What’s new in lipids?

Highlight: EPCCS satellite symposium held at WONCA meeting in September 2008 in Istanbul
Cardiovascular disease (CVD) is one of the leading causes of death and disability worldwide and its prevalence is predicted to increase in the next decade. Elevated low-density lipoprotein cholesterol (LDL-C) levels are the most important modifiable risk factor for CVD, followed by smoking, stress, diabetes mellitus, hypertension and obesity (Yusuf et al, INTERHEART study, Lancet 2004). A highly significant correlation exists between mean LDL-C reduction and CVD reduction. In fact, an LDL-C reduction of 1 mmol/l after one year of cholesterol lowering treatment by statins results in a 23% reduction of major coronary events and a 21% reduction of major vascular events respectively (Cholesterol Treatment Trialists’ Collaborators, Lancet 2005;366:1267). The event-reducing effects of statins are now well-established on the long-term (Ford, N Engl J Med 2007; 357:1477). Moreover, a recent meta-analysis demonstrated the importance of intensive LDL-C lowering (Cannon, J Am Coll Cardiol 2006; 48:438) and recent trials using coronary intravenous ultrasound (IVUS) techniques have shown that LDL-C lowering is directly associated with coronary atheroma volume reduction (R2= 0.95, p<0.001).

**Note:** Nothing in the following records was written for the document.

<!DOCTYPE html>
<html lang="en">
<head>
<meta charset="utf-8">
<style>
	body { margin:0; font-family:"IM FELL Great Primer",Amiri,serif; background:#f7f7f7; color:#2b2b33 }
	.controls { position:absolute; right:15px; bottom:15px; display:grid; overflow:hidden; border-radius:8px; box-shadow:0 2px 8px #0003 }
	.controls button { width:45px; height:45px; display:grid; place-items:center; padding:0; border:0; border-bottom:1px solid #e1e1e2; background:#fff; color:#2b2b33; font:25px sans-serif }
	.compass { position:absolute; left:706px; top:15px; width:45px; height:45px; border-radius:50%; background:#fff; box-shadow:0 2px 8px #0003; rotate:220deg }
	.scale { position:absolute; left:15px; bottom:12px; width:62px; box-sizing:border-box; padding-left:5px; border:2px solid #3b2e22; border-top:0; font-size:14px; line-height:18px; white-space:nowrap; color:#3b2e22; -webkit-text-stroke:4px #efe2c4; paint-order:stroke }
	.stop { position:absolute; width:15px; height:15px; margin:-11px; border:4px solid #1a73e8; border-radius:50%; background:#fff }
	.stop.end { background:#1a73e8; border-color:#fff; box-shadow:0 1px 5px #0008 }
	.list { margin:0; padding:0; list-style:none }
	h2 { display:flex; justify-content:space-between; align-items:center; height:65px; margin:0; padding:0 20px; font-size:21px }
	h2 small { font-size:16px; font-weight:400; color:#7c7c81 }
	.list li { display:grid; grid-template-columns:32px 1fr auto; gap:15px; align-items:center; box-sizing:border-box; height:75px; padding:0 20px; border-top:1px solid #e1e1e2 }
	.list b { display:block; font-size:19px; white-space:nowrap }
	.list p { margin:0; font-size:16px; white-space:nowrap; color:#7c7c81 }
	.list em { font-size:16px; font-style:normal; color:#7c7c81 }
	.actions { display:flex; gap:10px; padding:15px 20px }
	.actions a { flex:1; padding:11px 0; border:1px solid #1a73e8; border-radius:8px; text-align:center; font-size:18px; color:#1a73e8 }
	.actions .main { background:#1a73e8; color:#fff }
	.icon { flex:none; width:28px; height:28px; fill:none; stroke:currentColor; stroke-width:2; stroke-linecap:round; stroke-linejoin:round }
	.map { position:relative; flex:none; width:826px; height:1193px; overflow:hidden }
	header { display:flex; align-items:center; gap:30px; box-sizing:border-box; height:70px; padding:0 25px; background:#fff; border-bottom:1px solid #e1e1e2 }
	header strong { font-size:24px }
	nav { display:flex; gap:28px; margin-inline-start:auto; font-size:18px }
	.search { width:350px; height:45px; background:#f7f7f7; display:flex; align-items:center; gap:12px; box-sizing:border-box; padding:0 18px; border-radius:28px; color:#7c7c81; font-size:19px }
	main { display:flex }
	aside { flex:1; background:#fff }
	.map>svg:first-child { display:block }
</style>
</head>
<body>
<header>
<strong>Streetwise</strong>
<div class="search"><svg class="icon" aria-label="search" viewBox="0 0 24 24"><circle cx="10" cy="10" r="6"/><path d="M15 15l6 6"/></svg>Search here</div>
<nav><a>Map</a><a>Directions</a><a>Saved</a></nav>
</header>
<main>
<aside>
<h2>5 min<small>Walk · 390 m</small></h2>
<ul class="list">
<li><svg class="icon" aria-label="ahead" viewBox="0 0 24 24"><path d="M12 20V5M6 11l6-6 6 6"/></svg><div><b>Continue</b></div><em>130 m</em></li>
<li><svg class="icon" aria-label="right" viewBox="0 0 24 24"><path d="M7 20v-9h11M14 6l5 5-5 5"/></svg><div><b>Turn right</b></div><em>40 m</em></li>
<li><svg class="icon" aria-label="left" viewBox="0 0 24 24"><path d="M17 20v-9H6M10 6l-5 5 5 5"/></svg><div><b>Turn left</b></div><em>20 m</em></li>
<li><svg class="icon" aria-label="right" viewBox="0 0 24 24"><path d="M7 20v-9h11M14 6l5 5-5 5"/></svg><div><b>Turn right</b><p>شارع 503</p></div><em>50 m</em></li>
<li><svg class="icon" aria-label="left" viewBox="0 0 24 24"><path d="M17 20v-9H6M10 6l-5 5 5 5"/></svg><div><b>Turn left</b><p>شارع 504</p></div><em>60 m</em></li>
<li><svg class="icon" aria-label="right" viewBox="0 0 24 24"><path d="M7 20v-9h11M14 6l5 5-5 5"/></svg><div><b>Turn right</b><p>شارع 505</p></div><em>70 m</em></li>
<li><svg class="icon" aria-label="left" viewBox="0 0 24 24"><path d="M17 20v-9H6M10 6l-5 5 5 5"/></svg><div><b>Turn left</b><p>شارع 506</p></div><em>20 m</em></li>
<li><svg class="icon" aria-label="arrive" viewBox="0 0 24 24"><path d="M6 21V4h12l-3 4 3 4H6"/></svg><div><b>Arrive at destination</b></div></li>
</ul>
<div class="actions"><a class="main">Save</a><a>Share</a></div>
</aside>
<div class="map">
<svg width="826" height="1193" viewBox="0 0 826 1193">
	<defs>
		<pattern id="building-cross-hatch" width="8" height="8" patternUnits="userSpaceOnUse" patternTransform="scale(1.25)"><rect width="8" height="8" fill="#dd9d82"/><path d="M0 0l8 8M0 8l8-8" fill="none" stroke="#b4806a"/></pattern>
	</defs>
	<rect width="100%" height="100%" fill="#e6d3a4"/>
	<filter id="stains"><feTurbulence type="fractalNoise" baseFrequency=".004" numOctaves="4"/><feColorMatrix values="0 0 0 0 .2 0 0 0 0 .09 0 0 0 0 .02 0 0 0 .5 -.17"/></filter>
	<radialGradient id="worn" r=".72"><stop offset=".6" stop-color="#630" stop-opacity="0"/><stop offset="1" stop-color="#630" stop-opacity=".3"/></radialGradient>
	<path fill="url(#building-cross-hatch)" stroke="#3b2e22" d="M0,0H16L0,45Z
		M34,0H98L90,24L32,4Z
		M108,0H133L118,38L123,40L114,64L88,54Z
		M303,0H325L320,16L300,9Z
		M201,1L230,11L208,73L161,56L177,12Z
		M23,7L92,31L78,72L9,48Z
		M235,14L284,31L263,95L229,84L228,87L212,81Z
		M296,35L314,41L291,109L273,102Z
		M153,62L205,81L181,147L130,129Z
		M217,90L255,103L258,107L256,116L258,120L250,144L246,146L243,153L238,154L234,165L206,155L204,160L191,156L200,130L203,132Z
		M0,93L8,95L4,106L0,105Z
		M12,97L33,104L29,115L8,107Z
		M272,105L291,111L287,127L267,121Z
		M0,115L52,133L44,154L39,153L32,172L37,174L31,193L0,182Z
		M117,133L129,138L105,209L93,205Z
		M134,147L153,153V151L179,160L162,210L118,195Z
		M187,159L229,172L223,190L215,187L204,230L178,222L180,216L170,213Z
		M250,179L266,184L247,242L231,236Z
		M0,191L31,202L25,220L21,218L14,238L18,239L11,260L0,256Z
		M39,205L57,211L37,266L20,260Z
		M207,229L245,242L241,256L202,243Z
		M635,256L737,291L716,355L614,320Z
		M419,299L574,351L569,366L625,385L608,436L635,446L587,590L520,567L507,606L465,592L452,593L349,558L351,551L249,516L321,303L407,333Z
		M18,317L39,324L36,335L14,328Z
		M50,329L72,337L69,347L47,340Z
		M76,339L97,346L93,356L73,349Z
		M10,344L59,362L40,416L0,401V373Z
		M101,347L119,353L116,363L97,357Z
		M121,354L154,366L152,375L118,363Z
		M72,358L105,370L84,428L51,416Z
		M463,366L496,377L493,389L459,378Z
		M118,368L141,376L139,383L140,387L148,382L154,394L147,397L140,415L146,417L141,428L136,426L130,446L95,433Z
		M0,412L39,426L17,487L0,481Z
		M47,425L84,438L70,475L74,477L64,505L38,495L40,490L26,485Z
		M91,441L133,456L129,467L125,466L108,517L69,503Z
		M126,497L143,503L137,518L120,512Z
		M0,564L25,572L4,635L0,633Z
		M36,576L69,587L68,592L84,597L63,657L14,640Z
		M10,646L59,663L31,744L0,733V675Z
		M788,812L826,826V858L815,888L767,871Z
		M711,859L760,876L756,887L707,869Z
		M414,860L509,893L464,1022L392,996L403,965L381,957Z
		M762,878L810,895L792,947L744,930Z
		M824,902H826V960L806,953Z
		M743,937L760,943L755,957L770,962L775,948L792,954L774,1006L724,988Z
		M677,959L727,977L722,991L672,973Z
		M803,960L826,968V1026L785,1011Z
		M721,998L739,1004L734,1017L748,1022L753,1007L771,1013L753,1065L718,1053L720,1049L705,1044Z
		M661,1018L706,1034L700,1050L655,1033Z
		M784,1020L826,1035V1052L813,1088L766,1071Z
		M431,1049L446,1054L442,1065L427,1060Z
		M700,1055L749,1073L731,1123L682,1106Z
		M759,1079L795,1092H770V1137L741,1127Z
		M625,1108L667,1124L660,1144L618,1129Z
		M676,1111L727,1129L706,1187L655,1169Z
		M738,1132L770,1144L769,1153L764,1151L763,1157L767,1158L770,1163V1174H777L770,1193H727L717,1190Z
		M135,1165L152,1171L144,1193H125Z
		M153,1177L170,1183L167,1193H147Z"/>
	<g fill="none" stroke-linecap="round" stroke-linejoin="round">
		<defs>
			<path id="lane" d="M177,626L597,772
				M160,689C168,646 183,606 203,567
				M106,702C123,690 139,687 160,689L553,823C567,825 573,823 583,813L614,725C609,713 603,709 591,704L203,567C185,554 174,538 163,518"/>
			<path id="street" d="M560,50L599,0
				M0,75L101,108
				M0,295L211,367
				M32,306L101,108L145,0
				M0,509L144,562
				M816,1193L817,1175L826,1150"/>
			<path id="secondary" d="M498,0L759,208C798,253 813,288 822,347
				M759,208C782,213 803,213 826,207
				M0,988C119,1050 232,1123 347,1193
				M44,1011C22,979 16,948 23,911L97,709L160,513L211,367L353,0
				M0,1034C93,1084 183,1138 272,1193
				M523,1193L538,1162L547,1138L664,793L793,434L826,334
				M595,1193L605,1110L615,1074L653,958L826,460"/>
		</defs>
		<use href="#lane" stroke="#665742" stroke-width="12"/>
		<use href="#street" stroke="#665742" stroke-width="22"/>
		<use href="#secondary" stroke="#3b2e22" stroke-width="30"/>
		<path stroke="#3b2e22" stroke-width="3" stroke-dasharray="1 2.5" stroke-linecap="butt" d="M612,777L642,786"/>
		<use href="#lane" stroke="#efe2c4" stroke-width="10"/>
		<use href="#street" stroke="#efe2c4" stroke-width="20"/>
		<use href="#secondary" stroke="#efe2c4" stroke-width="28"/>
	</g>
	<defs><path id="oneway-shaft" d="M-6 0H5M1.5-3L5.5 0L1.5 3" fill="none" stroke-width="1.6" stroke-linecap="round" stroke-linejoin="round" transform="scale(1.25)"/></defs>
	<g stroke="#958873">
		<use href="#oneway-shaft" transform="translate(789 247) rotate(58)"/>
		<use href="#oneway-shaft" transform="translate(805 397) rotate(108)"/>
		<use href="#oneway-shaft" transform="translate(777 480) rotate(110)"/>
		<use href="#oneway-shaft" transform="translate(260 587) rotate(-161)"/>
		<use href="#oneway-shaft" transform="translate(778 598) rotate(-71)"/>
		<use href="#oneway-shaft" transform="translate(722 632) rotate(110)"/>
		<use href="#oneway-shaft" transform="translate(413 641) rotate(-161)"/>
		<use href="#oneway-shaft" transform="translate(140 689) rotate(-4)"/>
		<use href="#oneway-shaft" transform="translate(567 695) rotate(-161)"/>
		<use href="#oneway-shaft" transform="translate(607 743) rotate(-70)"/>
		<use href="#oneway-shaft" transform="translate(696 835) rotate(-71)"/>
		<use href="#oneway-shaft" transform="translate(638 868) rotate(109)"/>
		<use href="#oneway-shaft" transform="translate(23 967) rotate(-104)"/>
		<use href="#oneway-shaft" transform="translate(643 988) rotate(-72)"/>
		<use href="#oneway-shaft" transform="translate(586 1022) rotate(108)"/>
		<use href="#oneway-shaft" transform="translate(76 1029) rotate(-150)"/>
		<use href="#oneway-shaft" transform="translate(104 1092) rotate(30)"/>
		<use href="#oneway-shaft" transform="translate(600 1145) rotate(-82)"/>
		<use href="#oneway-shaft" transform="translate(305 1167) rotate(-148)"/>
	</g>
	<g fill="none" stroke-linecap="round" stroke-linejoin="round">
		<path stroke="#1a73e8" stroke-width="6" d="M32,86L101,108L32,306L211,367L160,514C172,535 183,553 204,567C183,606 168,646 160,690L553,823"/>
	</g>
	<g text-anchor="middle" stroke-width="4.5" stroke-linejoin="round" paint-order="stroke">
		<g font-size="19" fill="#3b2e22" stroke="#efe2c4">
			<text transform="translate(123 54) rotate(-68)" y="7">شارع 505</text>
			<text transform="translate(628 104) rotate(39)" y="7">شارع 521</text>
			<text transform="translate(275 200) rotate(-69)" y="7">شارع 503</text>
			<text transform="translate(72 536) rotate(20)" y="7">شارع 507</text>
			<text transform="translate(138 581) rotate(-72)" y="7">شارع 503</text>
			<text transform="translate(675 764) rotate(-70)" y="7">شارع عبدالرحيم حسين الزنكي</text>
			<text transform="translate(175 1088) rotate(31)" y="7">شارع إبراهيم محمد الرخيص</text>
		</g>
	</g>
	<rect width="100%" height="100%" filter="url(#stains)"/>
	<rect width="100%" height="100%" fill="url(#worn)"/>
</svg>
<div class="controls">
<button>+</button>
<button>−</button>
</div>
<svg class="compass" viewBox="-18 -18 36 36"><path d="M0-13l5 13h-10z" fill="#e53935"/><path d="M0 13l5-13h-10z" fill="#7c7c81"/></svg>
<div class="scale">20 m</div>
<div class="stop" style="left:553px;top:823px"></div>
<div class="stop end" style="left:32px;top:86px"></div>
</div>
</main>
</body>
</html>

Conversely, levels of high-density lipoprotein cholesterol (HDL-C) are inversely related to CVD risk. In contrast to successful LDL-C lowering by statins, HDL-C rising therapies have not been successful to date. Recently, the ILLUMINATE trial, evaluating the cholesteryl ester transfer protein (CETP) inhibitor torcetrapib, was terminated due to a significantly increased risk of mortality and morbidity in the atorvastatin/torcetrapib treatment arm (Barter, N Engl J Med 2007; 22;357(21):2109). Hence, intensive LDL-C lowering with statins remains the mainstay of CVD prevention. Total cholesterol (TC) and LDL-C levels below 5 and 3 mmol/l or 4.5 and 2.5 mmol/l respectively, depending on treatment setting, are currently recommended. In subjects with myocardial infarction and unstable angina, reducing TC and LDL-C levels below 4 and 2 mmol/l respectively, has been proven cost effective (EUROASPIRE).
Finally, it has recently been investigated whether statins are also beneficial in subjects with heart failure (HF) and in subjects with valve disease. In the CORONA trial, the effect of 10mg of rosuvastatin versus placebo on top of optimal HF treatment (diuretics, ACE inhibitors, ATII- receptor- and beta-blocker therapy) was evaluated in 5011 patients with chronic ischemic systolic heart failure. Rosuvastatin did not reduce the primary outcome (death from cardiovascular causes, nonfatal myocardial infarction, or nonfatal stroke) or the number of deaths from any cause, although the drug did reduce the number of cardiovascular hospitalizations. Rosuvastatin did not cause safety problems (Kjekshus, N Engl J Med 2007; 357 (22):2248). In the SEAS trial, the effect of 40mg simvastatin combined with 10mg ezetimibe or placebo was evaluated in 1873 patients with mild to moderate asymptomatic aortic stenosis. Simvastatin/ezetimibe combination therapy did not reduce the composite outcome of combined aortic-valve events and ischemic events in patients with aortic stenosis when compared to simvastatin alone. Such therapy reduced the incidence of ischemic cardiovascular events but not events related to aortic-valve stenosis (Rossebo, N Engl J Med 2008; 359(13):1343).

In summary, dyslipidemia remains the single most important cardiovascular risk factor and statins remain the cornerstone of CVD prevention. By lowering LDL-C levels, statins reduce all CVD endpoints, including fatal and non-fatal myocardial infarction, stroke and overall hospital admissions, without causing major adverse effects. These benefits have been demonstrated in subjects across all ages, in subjects with diabetes and in both primary and secondary prevention setting. Statins, however, do not improve heart failure.